• _Try it_
Scan the material for the word "fabs" and copy each line where it occurs.

# # #

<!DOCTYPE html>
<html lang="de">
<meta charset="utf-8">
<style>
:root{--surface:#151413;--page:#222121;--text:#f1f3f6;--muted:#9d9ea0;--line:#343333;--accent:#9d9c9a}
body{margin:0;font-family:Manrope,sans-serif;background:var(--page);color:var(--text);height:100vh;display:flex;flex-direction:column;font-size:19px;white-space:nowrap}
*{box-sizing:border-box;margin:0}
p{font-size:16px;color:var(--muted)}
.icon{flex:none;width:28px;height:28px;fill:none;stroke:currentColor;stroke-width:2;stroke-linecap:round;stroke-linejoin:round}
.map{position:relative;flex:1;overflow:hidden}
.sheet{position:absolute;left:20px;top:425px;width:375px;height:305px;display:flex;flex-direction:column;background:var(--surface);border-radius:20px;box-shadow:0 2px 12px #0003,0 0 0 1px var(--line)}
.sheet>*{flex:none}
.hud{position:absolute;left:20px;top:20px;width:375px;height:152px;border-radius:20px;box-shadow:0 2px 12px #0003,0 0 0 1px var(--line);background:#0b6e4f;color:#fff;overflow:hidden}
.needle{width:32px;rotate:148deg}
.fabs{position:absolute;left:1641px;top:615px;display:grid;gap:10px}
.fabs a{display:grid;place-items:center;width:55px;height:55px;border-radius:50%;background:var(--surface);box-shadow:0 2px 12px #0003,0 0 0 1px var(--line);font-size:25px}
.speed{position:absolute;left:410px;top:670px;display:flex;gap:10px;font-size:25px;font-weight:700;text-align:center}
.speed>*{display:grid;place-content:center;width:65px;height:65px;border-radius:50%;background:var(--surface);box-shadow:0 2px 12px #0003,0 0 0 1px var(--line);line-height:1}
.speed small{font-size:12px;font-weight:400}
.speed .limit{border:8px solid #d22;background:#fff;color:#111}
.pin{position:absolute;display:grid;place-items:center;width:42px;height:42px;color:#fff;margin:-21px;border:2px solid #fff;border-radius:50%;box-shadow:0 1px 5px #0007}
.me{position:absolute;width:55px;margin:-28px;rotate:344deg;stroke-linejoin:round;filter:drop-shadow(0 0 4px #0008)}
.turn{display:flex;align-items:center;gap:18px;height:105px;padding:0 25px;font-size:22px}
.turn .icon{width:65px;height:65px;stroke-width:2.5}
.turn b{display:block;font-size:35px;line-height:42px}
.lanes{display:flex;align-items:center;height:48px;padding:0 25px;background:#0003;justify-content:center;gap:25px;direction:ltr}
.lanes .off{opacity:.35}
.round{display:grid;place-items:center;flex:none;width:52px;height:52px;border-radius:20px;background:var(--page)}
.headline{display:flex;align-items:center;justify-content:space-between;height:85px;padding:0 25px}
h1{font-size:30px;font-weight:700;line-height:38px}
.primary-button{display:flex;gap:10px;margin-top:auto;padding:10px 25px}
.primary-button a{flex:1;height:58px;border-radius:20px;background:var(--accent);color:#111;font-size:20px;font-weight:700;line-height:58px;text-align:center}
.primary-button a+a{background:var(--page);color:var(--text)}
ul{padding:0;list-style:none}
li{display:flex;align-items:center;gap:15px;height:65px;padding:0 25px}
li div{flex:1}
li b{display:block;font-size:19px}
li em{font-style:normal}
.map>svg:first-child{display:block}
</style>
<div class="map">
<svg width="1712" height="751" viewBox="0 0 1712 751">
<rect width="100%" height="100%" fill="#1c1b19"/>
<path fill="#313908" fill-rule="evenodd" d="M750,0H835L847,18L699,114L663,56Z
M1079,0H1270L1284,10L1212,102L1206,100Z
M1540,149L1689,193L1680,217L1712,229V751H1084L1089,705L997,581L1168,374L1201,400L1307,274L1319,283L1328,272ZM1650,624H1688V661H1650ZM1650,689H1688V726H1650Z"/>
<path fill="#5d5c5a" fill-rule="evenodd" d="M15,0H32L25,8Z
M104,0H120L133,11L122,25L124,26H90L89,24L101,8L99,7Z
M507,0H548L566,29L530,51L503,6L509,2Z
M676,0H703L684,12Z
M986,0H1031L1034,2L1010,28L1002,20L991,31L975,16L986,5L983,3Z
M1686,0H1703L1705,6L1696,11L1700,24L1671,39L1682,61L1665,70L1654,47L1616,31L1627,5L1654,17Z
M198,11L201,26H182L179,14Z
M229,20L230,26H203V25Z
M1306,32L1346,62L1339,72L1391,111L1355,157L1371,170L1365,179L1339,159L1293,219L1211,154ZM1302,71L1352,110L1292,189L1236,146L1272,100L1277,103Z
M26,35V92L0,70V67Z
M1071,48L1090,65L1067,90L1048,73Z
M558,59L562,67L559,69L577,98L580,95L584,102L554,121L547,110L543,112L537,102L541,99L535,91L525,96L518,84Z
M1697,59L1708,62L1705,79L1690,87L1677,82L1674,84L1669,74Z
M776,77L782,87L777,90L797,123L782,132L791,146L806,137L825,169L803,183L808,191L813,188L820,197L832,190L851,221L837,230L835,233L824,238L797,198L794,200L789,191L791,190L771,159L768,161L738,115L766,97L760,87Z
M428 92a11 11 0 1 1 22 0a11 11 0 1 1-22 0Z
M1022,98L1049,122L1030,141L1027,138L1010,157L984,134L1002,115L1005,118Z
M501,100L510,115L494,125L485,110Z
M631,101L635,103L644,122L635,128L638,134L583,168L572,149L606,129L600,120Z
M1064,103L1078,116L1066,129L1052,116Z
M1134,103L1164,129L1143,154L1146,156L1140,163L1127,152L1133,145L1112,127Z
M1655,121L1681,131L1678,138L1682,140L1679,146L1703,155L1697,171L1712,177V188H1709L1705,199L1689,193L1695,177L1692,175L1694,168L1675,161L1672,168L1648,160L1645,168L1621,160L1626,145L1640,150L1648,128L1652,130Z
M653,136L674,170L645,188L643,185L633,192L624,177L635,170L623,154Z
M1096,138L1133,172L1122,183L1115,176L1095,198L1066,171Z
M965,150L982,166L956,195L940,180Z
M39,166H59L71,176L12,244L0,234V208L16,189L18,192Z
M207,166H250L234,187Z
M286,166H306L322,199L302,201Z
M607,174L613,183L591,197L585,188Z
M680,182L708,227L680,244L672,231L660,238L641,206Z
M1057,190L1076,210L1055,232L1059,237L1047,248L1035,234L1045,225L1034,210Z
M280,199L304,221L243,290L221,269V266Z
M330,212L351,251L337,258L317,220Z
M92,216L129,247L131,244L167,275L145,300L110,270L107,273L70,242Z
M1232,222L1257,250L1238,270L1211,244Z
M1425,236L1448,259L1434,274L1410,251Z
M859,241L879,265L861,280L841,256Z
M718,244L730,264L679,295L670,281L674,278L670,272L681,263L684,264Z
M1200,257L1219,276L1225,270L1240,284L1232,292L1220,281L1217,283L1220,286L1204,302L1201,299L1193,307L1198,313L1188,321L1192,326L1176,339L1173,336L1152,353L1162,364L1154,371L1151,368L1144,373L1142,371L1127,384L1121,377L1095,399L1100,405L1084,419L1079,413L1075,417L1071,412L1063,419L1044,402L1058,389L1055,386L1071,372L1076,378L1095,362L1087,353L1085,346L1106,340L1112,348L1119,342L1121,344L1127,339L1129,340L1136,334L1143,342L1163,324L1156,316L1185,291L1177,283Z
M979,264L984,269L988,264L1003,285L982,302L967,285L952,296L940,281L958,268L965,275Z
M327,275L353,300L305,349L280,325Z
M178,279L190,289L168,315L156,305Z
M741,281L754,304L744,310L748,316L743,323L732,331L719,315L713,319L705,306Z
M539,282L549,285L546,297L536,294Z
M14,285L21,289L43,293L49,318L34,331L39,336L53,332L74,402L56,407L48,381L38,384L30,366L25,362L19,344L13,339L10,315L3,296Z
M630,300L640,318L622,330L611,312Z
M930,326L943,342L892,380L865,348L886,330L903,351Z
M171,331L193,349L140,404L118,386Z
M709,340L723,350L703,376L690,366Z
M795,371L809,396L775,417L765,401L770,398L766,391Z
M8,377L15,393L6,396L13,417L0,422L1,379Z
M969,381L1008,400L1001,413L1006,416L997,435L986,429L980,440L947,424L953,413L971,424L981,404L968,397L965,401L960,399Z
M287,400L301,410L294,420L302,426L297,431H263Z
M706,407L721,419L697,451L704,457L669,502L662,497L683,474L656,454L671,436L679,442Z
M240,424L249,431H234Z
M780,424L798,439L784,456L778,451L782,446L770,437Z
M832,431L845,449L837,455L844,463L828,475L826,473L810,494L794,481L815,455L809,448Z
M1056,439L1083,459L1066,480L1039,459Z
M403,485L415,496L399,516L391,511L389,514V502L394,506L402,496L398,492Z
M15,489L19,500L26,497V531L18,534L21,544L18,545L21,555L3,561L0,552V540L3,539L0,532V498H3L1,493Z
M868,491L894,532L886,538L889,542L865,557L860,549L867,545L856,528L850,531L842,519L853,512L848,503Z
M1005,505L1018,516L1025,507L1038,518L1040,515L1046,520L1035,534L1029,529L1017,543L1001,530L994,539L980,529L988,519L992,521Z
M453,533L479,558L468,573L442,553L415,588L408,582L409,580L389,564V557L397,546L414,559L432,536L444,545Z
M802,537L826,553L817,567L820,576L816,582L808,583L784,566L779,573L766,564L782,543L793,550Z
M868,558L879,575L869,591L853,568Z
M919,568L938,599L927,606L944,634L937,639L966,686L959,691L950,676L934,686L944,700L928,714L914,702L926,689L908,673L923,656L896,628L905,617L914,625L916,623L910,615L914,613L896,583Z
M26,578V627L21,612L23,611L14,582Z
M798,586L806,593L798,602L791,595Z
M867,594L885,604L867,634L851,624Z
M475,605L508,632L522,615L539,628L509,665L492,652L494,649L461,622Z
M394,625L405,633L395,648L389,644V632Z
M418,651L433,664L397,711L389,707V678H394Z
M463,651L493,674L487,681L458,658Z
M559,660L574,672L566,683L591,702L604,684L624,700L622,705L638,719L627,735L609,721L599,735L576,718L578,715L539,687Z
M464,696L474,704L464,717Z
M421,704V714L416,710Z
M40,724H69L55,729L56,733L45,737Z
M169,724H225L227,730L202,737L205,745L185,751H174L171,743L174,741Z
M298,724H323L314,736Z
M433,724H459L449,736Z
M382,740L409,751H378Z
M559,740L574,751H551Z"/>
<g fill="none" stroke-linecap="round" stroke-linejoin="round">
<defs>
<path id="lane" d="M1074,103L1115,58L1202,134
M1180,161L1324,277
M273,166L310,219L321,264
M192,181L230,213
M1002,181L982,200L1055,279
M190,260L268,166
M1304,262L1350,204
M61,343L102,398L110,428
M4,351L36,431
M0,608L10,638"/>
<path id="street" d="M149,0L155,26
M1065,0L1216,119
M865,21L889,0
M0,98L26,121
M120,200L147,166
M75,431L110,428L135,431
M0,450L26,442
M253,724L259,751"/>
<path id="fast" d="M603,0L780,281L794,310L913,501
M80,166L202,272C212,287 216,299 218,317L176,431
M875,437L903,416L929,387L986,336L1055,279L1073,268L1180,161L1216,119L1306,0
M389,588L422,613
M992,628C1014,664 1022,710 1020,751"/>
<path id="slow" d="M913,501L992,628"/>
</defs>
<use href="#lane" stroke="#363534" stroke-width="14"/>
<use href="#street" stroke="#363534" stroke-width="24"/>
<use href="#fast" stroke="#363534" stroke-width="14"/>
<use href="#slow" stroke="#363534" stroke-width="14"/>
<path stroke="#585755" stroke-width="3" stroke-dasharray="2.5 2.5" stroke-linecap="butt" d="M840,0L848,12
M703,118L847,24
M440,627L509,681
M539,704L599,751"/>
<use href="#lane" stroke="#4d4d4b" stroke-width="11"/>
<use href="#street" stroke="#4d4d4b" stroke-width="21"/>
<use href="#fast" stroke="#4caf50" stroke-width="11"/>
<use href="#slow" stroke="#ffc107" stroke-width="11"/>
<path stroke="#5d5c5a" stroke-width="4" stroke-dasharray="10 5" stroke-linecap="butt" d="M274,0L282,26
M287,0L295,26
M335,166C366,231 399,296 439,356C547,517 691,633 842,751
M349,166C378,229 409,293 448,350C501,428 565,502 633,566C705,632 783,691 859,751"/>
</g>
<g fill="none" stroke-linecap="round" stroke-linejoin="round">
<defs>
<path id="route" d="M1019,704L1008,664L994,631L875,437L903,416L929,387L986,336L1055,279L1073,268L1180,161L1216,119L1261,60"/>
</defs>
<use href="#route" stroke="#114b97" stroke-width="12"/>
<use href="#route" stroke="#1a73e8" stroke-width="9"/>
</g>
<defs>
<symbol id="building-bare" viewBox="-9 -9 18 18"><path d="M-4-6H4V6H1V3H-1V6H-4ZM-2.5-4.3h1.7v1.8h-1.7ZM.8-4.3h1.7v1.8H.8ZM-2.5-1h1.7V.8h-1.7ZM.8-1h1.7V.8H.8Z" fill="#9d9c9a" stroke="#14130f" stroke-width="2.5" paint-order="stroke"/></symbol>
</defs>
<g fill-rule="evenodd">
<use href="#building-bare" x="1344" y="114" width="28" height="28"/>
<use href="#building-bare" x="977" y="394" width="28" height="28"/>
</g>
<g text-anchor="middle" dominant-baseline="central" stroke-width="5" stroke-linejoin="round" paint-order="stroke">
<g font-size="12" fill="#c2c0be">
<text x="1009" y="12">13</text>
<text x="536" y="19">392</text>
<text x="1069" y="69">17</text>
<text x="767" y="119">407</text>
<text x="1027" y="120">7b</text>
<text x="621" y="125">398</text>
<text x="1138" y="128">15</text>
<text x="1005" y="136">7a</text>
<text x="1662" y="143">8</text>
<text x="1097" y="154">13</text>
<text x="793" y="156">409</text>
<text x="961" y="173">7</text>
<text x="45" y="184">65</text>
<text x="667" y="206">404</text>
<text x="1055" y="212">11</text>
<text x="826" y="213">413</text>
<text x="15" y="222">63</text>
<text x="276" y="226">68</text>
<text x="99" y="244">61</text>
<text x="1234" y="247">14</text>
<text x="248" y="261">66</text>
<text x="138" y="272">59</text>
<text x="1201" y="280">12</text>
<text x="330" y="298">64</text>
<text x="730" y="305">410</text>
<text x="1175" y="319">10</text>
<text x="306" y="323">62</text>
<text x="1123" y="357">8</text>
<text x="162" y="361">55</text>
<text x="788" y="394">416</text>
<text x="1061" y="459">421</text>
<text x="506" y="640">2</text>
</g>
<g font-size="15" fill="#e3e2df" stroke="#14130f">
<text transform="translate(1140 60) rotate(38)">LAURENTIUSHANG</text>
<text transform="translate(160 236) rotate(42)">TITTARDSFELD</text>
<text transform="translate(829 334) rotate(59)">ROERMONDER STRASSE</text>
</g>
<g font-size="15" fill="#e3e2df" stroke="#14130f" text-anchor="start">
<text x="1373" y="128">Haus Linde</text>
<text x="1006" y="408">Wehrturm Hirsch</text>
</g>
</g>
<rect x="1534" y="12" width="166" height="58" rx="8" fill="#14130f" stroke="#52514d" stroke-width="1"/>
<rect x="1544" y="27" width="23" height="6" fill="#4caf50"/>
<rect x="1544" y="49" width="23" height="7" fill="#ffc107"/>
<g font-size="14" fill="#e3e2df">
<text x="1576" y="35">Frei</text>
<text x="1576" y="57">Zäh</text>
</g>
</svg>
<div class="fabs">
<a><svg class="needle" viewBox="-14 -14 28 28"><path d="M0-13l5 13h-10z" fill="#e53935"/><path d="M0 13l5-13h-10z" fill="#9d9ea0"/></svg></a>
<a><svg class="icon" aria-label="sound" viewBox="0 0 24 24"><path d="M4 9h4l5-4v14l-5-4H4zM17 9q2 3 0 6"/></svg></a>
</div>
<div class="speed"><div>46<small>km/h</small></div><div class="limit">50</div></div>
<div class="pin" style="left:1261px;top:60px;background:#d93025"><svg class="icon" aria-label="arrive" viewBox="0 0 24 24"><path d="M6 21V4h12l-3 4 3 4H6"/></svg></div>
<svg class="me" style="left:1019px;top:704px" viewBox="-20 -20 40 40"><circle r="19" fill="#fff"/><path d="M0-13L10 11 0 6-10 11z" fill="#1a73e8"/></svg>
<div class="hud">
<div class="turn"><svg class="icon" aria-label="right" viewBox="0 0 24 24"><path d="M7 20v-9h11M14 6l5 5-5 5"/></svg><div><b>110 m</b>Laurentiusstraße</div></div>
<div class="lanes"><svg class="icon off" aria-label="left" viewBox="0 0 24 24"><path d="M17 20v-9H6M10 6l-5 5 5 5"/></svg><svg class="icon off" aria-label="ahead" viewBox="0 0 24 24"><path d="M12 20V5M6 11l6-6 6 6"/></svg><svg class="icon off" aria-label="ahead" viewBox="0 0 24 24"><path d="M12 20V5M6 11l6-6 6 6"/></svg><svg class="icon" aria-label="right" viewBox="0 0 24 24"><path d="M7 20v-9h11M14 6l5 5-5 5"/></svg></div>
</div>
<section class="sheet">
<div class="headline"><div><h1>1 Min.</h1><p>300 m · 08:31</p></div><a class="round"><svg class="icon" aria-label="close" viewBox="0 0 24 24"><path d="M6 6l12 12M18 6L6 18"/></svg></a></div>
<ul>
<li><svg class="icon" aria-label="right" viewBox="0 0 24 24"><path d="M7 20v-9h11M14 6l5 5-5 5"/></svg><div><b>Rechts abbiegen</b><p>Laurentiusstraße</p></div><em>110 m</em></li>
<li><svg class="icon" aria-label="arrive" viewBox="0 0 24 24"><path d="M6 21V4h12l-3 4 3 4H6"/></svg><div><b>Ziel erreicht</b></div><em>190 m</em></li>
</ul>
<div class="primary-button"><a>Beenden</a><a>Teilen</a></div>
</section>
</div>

# # #

• _Solution below_
.fabs{position:absolute;left:1641px;top:615px;display:grid;gap:10px}
.fabs a{display:grid;place-items:center;width:55px;height:55px;border-radius:50%;background:var(--surface);box-shadow:0 2px 12px #0003,0 0 0 1px var(--line);font-size:25px}
<div class="fabs">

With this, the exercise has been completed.